For AliciaSandoval, born and raised in the Mission District, the pandemic lowered rents just enough that she could return after being priced out for a decade.

A 2010 job loss leftSandoval unable to cover her San Francisco rent, so she moved in with friends and then got her own place in the less expensive Concord area, far from her community. In 2016 she started work as a tenant counselor at the Housing Rights Committee of San Francisco, when in-office work was still the norm, requiring an exhausting two-hour commute each way. But in late 2021 she scored an apartment in the Mission, slicing her commute time and putting her once again near family.

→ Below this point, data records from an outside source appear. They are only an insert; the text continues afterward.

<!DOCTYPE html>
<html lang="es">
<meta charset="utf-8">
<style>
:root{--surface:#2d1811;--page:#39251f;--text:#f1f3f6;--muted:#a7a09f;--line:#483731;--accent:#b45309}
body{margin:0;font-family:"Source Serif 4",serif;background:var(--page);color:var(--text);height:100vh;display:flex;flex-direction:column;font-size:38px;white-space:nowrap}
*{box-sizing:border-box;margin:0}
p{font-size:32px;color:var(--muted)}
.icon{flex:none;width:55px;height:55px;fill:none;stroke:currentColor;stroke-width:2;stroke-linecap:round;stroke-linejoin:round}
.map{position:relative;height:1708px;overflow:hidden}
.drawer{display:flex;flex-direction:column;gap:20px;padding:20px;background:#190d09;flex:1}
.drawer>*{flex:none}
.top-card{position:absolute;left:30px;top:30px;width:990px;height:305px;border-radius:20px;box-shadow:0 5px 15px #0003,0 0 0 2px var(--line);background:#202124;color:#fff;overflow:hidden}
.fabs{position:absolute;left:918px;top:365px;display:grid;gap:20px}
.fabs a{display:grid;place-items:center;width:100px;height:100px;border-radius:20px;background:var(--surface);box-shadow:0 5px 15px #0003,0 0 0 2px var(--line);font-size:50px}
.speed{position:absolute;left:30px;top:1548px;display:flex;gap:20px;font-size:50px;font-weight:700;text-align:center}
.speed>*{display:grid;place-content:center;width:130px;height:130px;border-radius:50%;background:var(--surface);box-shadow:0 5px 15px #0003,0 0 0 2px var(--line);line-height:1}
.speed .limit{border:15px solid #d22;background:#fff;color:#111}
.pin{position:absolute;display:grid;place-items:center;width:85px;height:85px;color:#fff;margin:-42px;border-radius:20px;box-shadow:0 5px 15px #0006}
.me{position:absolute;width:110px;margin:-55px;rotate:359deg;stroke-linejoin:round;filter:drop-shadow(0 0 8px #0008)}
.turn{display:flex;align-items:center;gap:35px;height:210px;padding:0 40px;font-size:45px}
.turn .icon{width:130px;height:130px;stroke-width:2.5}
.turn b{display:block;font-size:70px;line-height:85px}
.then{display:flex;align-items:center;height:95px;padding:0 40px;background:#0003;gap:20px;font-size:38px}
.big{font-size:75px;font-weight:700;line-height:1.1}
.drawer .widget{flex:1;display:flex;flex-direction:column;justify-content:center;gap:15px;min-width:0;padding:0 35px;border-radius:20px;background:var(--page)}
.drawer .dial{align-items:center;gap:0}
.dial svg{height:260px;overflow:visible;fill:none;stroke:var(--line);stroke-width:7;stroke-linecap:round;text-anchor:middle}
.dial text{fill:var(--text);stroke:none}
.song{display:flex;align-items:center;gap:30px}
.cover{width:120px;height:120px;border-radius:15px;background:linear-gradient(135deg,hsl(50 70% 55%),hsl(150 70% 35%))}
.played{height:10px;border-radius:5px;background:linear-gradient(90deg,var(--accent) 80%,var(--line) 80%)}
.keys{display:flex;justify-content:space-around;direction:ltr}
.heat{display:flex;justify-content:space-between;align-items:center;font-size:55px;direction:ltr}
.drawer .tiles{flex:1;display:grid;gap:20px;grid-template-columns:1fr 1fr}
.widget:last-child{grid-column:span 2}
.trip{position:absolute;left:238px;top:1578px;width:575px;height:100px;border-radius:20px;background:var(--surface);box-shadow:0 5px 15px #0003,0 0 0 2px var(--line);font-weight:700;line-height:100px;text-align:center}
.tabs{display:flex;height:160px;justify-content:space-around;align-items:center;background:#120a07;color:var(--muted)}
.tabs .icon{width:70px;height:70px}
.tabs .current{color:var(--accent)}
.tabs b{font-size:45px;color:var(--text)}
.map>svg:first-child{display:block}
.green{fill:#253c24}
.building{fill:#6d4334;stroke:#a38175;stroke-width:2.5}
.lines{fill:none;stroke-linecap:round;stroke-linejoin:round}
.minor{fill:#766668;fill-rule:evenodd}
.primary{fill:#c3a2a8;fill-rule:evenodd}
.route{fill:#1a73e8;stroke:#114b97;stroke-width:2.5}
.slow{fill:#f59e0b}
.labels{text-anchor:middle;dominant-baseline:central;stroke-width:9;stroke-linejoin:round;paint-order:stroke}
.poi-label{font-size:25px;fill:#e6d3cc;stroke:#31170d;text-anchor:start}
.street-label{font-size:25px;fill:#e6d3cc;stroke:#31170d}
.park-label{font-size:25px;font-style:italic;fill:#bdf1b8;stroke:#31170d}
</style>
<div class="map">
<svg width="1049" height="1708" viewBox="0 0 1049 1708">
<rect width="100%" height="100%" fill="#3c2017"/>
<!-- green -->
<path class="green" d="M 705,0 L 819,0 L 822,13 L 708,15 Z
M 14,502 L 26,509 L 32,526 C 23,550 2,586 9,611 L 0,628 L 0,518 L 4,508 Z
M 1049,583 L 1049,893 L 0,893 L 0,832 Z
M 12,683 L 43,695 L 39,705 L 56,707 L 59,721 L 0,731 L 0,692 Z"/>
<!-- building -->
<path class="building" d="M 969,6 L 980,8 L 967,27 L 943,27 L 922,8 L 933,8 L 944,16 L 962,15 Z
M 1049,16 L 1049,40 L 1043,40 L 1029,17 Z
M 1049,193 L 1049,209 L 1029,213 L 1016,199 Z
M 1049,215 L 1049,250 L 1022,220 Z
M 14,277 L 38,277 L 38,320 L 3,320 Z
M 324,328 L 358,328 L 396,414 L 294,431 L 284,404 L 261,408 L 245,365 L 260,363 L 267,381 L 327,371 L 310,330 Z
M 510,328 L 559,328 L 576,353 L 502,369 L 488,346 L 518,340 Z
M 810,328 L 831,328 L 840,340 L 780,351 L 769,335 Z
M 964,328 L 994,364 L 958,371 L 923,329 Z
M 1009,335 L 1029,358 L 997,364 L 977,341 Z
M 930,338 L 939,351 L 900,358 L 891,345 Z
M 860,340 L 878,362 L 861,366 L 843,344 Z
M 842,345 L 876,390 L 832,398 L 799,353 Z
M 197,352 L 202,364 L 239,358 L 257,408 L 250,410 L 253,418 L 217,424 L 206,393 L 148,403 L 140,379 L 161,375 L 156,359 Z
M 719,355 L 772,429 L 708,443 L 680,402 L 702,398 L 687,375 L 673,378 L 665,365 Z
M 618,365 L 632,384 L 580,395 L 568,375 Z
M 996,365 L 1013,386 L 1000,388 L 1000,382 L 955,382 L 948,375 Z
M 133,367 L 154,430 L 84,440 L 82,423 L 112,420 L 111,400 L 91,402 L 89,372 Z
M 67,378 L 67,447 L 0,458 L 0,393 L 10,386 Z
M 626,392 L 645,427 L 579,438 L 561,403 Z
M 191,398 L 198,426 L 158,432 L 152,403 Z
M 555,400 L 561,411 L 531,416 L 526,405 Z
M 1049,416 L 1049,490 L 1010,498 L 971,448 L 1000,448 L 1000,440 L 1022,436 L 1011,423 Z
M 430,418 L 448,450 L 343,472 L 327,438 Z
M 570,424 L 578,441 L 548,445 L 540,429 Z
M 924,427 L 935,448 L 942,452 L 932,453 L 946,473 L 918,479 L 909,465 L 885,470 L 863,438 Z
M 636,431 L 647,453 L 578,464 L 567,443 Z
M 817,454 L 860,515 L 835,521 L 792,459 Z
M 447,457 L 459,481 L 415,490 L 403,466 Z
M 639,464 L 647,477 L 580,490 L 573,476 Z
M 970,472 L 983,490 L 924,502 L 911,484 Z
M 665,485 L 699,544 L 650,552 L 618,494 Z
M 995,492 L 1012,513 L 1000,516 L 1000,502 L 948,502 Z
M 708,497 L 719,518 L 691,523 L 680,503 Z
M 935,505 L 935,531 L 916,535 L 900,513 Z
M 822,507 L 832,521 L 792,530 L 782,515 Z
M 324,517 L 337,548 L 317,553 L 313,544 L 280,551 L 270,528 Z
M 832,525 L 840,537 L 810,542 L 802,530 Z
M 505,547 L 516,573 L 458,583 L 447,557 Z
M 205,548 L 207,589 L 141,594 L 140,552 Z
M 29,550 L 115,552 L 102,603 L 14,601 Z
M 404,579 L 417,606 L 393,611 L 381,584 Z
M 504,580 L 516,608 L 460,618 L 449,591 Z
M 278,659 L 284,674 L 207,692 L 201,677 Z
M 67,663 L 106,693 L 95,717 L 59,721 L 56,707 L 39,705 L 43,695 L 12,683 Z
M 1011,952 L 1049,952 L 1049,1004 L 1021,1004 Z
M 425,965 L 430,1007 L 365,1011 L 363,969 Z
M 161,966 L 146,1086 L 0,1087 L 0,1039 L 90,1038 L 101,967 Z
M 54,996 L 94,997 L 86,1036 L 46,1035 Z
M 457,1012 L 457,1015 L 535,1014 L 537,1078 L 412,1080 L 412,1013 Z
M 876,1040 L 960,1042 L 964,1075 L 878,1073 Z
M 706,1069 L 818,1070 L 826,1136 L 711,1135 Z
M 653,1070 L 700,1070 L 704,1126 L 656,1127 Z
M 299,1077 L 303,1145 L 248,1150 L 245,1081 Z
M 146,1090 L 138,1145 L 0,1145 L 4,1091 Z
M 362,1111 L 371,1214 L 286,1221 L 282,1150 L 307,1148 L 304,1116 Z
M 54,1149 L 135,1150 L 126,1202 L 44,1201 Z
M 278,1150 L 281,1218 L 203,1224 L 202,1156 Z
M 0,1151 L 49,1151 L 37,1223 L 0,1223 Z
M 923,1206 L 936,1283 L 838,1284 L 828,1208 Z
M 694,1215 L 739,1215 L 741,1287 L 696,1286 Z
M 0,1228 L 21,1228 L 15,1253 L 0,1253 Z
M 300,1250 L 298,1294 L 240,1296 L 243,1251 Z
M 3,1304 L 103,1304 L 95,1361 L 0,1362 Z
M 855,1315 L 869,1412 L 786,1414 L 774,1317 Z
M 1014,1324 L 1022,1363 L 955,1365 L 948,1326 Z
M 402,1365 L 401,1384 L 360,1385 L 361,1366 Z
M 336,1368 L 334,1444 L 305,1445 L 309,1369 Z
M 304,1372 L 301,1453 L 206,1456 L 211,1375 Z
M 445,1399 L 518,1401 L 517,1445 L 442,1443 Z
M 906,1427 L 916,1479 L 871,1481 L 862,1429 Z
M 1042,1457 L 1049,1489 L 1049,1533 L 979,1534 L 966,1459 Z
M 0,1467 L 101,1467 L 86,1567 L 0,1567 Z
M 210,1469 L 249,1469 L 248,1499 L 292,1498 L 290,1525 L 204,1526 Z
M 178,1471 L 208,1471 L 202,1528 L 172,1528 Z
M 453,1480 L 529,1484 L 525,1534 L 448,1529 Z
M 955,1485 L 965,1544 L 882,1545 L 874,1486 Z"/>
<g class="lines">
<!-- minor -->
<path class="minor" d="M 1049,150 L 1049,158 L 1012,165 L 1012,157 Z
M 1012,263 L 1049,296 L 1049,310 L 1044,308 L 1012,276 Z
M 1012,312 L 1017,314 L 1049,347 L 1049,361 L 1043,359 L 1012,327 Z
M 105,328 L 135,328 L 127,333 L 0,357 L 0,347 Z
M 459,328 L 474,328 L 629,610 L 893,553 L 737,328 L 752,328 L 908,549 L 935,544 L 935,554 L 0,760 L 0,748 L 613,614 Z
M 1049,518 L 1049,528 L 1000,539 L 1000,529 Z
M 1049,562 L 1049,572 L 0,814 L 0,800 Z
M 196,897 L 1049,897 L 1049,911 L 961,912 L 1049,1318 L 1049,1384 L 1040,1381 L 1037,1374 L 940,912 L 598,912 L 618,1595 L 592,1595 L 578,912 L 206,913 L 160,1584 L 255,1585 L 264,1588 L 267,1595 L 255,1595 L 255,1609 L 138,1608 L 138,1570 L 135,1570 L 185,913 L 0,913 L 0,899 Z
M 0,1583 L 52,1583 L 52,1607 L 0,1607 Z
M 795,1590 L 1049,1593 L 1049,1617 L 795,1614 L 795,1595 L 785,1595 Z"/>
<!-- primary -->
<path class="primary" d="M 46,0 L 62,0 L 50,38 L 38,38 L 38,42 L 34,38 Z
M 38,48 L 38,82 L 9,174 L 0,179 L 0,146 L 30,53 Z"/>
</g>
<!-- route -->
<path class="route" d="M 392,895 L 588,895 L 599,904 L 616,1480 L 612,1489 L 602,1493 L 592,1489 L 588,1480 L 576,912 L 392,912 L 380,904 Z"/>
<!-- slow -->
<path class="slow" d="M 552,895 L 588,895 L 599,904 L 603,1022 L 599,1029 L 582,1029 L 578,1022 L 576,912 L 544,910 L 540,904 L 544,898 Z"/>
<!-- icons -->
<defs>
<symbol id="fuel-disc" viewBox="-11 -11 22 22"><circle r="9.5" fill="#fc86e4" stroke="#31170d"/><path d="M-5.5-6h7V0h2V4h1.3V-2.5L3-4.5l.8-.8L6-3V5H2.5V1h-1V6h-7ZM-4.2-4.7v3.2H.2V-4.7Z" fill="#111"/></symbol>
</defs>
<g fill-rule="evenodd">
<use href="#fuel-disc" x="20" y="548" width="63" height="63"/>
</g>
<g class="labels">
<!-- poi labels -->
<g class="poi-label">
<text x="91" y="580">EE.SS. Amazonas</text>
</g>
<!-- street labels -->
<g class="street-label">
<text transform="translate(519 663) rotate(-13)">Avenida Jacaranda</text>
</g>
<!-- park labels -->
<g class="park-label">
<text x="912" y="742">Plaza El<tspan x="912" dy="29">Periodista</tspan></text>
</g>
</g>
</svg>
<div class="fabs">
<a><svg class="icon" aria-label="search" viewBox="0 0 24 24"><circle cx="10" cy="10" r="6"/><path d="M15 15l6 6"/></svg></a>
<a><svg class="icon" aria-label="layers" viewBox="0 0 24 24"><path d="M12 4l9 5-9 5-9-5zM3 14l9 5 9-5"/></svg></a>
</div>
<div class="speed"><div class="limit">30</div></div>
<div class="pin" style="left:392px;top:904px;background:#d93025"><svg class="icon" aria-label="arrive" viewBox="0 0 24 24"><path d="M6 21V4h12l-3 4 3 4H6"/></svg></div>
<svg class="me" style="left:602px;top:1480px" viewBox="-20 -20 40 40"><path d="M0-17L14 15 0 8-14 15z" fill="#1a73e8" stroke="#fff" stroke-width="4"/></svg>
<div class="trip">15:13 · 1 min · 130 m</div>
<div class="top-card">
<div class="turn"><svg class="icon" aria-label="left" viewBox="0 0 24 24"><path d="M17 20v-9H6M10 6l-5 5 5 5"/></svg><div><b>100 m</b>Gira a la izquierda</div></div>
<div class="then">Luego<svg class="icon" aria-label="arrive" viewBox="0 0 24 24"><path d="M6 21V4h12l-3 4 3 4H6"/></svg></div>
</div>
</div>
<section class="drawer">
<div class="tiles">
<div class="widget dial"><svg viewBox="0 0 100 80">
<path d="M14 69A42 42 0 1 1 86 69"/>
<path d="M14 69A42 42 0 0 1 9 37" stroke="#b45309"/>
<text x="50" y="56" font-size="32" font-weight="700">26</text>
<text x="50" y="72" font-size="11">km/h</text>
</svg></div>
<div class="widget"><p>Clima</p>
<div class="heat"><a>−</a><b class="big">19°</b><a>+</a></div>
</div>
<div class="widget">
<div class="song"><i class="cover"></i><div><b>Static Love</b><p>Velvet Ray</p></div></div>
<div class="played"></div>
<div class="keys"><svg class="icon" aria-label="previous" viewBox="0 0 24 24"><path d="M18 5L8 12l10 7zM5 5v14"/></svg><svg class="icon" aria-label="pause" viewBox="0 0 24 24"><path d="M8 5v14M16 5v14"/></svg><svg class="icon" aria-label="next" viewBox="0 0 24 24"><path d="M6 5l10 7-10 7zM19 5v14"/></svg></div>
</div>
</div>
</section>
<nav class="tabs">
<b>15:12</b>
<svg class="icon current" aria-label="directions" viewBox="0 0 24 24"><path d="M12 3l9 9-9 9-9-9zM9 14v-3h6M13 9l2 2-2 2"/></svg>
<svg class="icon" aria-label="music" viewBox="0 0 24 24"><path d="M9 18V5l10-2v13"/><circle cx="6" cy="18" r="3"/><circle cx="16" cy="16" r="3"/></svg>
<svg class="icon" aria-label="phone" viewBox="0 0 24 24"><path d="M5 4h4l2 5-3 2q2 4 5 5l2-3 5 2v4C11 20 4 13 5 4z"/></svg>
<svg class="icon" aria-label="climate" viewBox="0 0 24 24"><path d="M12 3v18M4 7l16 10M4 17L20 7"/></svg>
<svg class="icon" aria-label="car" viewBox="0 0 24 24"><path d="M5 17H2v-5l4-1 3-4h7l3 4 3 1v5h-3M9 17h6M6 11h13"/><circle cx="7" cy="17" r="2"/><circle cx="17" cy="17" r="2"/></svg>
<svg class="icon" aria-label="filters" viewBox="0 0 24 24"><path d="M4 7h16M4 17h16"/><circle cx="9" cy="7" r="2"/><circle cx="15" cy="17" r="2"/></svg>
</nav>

She recalled the first time her parents visited her new home.

“They’re elderly so they’d never been over to where I used to live in Contra Costa,”Sandoval said. “So making them dinner, inviting them over to my place, that’s priceless.”


Reach Noah Arroyo: noah.arroyo@sfchronicle.com

Top of the News

  • A storm trapped a climber atop Mount Shasta. How he survived the night

    A climber lost in a snowstorm atop Northern California’s highest peak became trapped overnight in bitter temperatures. Then the glacier gave way.

    By Gregory Thomas

  • S.F. retailers miffed that Amazon is sponsoring Small Business Week

    (Video) Dr. George Veni - Cibolo Creek Karst & Road Concerns

    By Heather Knight

    Steph Curry, LeBron James illustrate what basketball longevity looks like

    By Ron Kroichick

    Inside the wildly popular sport that’s transforming California cheerleading

    Why San Francisco is spending $200,000 on dishware for restaurants

    By Mario Cortez

    (Video) Prospects for Humanity | Martin Rees

Videos

1. WORRY, STRESS, ANXIETY. The Worry Solution webinar with Dr. Martin Rossman.
(The Healing Mind with Dr. Martin Rossman)
2. Fallout 2 - Part 21 - Do You Want To See A Magic Trick?
(Many A True Nerd)
3. Alan Watts - We As Organism
(Alan Watts)
4. Hidden Histories of Our Parks and Open Spaces
(Santa Clara Valley Open Space Authority)
5. Should You Be Required to think Before Choosing an Architecture?
(Coffee + Software with Josh Long)
6. After the Bell - It's Not Just Fun and Games (Dr. Abbott & Dr. McKinney)
(Wabash College)

References

Top Articles
Latest Posts
Article information

Author: Rev. Leonie Wyman

Last Updated: 04/19/2023

Views: 5448

Rating: 4.9 / 5 (79 voted)

Reviews: 86% of readers found this page helpful

Author information

Name: Rev. Leonie Wyman

Birthday: 1993-07-01

Address: Suite 763 6272 Lang Bypass, New Xochitlport, VT 72704-3308

Phone: +22014484519944

Job: Banking Officer

Hobby: Sailing, Gaming, Basketball, Calligraphy, Mycology, Astronomy, Juggling

Introduction: My name is Rev. Leonie Wyman, I am a colorful, tasty, splendid, fair, witty, gorgeous, splendid person who loves writing and wants to share my knowledge and understanding with you.